-- Data for analysis --
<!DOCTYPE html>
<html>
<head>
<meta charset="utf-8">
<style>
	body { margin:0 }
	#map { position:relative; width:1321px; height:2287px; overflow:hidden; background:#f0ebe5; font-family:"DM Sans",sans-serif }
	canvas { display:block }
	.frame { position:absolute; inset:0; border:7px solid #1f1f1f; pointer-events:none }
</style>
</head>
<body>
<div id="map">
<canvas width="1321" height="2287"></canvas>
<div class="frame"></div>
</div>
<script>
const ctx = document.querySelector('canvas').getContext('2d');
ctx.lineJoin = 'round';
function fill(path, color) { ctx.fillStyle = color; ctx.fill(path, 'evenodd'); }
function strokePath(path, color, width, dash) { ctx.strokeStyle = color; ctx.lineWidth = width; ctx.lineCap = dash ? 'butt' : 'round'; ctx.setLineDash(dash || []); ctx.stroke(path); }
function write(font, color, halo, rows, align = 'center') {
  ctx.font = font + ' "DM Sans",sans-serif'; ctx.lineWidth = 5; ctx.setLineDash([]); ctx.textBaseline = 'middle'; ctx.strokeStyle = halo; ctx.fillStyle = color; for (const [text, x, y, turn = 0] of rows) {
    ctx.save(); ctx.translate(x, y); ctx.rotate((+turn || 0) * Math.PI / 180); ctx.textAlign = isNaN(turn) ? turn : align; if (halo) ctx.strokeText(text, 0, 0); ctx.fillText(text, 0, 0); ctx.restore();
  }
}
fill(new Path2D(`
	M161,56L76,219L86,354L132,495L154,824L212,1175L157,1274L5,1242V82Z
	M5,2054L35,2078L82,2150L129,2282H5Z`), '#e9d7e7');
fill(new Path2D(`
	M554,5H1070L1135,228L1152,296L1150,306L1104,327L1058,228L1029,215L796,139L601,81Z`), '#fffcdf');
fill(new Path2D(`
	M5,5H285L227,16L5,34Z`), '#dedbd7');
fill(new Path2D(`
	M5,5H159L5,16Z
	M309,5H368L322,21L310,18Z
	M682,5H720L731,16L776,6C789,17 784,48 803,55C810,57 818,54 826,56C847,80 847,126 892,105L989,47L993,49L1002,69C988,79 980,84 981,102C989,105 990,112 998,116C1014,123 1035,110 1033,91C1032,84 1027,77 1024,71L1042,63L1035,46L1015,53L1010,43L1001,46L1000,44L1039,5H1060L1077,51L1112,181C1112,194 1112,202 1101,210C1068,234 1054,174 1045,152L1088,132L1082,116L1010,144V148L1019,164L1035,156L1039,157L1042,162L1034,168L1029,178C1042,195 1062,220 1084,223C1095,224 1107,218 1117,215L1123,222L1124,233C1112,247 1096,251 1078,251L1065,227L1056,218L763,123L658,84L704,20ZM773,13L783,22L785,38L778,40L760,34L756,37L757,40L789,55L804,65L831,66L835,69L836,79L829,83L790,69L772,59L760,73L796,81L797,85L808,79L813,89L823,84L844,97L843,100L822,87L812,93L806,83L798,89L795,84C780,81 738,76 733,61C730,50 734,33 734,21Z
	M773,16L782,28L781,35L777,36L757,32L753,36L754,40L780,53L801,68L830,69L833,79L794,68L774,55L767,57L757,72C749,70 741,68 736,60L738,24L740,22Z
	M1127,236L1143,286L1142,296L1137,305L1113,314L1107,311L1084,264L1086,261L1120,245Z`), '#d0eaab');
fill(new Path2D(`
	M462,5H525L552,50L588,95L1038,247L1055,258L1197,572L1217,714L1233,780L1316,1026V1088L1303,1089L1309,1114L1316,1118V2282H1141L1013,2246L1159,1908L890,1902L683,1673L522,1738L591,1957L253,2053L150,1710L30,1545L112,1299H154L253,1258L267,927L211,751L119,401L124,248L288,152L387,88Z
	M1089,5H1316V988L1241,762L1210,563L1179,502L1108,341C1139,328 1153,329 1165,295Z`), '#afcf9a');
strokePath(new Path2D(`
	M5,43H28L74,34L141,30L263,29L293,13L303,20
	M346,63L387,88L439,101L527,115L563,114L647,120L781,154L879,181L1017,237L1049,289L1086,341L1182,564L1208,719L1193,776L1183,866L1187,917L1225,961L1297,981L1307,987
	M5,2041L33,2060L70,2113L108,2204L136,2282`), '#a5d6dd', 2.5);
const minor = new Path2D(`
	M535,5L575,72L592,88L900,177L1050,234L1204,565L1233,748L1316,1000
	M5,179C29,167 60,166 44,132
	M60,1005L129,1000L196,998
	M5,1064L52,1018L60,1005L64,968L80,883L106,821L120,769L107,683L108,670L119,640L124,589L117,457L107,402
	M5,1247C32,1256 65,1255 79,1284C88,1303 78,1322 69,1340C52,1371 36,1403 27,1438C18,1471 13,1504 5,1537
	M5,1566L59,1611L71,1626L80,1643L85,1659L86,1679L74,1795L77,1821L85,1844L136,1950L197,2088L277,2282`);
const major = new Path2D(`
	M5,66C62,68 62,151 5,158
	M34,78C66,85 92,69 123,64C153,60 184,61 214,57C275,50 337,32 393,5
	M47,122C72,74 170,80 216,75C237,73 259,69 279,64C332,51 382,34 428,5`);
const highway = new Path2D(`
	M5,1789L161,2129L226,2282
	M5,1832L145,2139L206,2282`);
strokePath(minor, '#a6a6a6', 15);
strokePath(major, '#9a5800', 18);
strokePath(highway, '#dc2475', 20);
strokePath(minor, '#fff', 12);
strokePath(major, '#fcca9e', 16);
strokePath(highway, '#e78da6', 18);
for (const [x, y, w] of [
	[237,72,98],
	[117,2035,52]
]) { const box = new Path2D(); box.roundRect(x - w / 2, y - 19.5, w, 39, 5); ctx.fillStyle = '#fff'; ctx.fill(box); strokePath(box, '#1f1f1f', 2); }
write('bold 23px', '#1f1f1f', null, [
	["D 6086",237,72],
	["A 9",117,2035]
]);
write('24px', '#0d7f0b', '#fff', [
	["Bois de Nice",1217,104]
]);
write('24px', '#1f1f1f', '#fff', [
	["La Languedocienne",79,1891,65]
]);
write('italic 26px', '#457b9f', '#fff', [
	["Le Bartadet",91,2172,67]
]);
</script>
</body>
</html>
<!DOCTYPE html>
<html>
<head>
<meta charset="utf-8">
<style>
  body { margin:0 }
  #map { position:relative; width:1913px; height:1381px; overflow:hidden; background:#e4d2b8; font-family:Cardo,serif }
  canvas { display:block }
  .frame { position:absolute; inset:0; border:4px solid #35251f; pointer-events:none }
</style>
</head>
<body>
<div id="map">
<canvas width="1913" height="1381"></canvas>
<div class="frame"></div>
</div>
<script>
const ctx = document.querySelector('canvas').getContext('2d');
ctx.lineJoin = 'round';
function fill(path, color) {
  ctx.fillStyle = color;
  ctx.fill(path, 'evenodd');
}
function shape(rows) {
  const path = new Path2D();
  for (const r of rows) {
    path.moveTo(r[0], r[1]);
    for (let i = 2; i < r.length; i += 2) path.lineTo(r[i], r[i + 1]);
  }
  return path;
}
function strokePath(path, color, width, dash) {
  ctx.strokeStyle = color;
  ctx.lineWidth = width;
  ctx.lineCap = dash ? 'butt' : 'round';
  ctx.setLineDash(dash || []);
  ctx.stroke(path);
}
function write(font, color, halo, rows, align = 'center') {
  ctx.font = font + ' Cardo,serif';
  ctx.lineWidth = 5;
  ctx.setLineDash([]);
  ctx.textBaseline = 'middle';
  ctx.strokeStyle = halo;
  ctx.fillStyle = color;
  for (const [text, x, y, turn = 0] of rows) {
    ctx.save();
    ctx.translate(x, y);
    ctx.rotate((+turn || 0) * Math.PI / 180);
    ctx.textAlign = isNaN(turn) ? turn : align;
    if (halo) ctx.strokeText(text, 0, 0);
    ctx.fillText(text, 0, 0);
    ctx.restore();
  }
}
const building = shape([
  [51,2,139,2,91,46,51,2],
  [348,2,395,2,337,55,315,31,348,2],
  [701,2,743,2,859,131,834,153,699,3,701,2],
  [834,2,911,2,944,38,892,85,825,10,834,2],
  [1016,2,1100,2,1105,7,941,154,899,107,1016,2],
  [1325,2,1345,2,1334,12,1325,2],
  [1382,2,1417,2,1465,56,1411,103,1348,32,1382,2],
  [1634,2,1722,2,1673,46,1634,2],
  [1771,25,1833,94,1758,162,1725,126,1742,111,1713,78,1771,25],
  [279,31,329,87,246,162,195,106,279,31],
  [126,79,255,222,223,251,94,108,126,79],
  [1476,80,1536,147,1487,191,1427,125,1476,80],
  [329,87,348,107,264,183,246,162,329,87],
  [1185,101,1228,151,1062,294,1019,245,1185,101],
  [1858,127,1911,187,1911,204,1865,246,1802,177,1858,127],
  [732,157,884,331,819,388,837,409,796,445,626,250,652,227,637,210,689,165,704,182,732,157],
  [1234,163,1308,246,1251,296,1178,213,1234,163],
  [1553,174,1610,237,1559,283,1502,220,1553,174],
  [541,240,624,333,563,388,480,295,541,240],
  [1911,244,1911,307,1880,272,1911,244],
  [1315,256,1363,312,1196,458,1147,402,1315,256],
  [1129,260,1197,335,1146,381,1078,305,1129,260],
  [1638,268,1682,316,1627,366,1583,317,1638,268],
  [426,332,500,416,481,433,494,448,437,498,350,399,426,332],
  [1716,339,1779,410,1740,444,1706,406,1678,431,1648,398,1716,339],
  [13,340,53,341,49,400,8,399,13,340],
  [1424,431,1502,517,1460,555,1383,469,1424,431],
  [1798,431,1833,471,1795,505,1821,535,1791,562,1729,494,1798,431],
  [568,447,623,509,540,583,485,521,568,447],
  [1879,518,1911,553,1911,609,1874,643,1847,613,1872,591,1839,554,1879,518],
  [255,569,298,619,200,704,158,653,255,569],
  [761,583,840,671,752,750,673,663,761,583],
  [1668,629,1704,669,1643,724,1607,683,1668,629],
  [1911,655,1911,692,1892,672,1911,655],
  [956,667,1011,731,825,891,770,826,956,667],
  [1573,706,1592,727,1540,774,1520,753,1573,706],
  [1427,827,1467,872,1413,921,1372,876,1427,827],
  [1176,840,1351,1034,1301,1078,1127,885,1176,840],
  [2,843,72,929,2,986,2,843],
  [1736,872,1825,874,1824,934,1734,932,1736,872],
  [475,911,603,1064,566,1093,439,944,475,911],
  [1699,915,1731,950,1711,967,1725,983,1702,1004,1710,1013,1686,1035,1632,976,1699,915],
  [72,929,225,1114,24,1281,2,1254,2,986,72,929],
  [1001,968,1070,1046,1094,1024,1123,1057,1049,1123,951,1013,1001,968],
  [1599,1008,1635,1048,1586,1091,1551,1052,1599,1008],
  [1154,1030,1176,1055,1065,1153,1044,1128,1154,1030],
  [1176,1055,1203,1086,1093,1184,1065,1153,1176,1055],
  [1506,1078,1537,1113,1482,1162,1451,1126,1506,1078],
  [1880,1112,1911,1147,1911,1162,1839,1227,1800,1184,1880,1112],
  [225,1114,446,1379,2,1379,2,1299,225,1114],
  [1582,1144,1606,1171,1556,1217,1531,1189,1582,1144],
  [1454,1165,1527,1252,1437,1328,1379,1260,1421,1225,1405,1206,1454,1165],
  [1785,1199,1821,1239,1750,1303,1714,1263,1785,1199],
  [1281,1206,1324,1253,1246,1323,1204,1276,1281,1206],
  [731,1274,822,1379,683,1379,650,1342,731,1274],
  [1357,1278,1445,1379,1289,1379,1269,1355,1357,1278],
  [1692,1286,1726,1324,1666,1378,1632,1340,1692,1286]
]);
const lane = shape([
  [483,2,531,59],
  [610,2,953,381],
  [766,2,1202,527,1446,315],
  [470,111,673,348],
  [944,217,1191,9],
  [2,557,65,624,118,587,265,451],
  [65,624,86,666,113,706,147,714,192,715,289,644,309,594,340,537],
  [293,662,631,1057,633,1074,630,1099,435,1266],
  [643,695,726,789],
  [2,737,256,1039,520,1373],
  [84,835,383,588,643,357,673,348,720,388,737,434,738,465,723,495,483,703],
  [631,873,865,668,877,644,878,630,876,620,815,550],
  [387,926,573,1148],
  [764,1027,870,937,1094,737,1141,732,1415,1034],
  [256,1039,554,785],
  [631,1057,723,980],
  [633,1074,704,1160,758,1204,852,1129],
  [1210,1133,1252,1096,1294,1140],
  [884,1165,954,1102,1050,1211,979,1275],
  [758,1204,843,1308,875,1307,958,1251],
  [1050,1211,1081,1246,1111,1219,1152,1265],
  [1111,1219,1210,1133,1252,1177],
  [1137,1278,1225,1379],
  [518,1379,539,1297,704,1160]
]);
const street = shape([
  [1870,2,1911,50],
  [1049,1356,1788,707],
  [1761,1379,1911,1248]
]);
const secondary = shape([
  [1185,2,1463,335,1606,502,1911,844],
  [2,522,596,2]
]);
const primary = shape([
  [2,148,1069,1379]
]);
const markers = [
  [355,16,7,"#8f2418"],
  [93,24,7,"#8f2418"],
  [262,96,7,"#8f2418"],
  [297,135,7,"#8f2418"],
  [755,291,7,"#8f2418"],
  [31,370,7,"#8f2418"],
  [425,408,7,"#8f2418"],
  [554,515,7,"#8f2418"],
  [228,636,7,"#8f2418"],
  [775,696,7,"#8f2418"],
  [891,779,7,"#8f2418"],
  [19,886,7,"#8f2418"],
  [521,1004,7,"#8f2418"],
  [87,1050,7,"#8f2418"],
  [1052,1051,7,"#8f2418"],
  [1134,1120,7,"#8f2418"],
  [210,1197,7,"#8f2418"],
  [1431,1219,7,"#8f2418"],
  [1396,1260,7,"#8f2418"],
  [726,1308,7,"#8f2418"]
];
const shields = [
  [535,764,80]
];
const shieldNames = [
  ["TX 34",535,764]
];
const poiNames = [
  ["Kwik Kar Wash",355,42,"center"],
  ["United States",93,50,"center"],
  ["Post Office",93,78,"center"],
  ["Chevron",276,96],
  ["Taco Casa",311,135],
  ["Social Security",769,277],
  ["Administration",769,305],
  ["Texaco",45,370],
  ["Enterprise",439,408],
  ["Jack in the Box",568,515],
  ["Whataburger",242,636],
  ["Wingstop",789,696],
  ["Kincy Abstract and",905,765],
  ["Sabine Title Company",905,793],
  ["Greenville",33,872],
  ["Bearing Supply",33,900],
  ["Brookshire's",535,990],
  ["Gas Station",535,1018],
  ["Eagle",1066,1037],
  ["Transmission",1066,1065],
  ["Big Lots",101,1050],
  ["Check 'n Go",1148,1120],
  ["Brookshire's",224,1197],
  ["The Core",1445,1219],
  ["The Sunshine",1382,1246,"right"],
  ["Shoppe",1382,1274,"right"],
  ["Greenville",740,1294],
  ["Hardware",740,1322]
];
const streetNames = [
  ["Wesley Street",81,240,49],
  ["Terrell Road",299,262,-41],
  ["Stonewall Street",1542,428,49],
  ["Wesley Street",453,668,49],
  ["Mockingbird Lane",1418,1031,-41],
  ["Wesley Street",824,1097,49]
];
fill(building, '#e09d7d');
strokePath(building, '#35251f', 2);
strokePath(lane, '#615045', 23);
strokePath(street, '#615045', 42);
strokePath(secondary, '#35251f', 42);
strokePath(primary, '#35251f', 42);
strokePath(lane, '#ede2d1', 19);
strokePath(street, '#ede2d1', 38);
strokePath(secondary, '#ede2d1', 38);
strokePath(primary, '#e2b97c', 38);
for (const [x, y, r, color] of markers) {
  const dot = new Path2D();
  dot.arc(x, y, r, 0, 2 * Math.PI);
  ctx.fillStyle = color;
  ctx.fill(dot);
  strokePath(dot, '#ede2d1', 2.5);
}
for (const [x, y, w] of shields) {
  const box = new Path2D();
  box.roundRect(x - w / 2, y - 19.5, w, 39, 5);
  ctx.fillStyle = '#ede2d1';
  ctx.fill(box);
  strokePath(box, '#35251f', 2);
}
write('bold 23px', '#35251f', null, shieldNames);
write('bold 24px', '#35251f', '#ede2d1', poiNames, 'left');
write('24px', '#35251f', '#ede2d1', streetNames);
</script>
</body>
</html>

-- Your instructions --
All lines from the opening of the listing above through the line that contains "M309,5H368L322,21L310,18Z" should be given again exactly, and nothing more.

-- Finished exercise --
<!DOCTYPE html>
<html>
<head>
<meta charset="utf-8">
<style>
	body { margin:0 }
	#map { position:relative; width:1321px; height:2287px; overflow:hidden; background:#f0ebe5; font-family:"DM Sans",sans-serif }
	canvas { display:block }
	.frame { position:absolute; inset:0; border:7px solid #1f1f1f; pointer-events:none }
</style>
</head>
<body>
<div id="map">
<canvas width="1321" height="2287"></canvas>
<div class="frame"></div>
</div>
<script>
const ctx = document.querySelector('canvas').getContext('2d');
ctx.lineJoin = 'round';
function fill(path, color) { ctx.fillStyle = color; ctx.fill(path, 'evenodd'); }
function strokePath(path, color, width, dash) { ctx.strokeStyle = color; ctx.lineWidth = width; ctx.lineCap = dash ? 'butt' : 'round'; ctx.setLineDash(dash || []); ctx.stroke(path); }
function write(font, color, halo, rows, align = 'center') {
  ctx.font = font + ' "DM Sans",sans-serif'; ctx.lineWidth = 5; ctx.setLineDash([]); ctx.textBaseline = 'middle'; ctx.strokeStyle = halo; ctx.fillStyle = color; for (const [text, x, y, turn = 0] of rows) {
    ctx.save(); ctx.translate(x, y); ctx.rotate((+turn || 0) * Math.PI / 180); ctx.textAlign = isNaN(turn) ? turn : align; if (halo) ctx.strokeText(text, 0, 0); ctx.fillText(text, 0, 0); ctx.restore();
  }
}
fill(new Path2D(`
	M161,56L76,219L86,354L132,495L154,824L212,1175L157,1274L5,1242V82Z
	M5,2054L35,2078L82,2150L129,2282H5Z`), '#e9d7e7');
fill(new Path2D(`
	M554,5H1070L1135,228L1152,296L1150,306L1104,327L1058,228L1029,215L796,139L601,81Z`), '#fffcdf');
fill(new Path2D(`
	M5,5H285L227,16L5,34Z`), '#dedbd7');
fill(new Path2D(`
	M5,5H159L5,16Z
	M309,5H368L322,21L310,18Z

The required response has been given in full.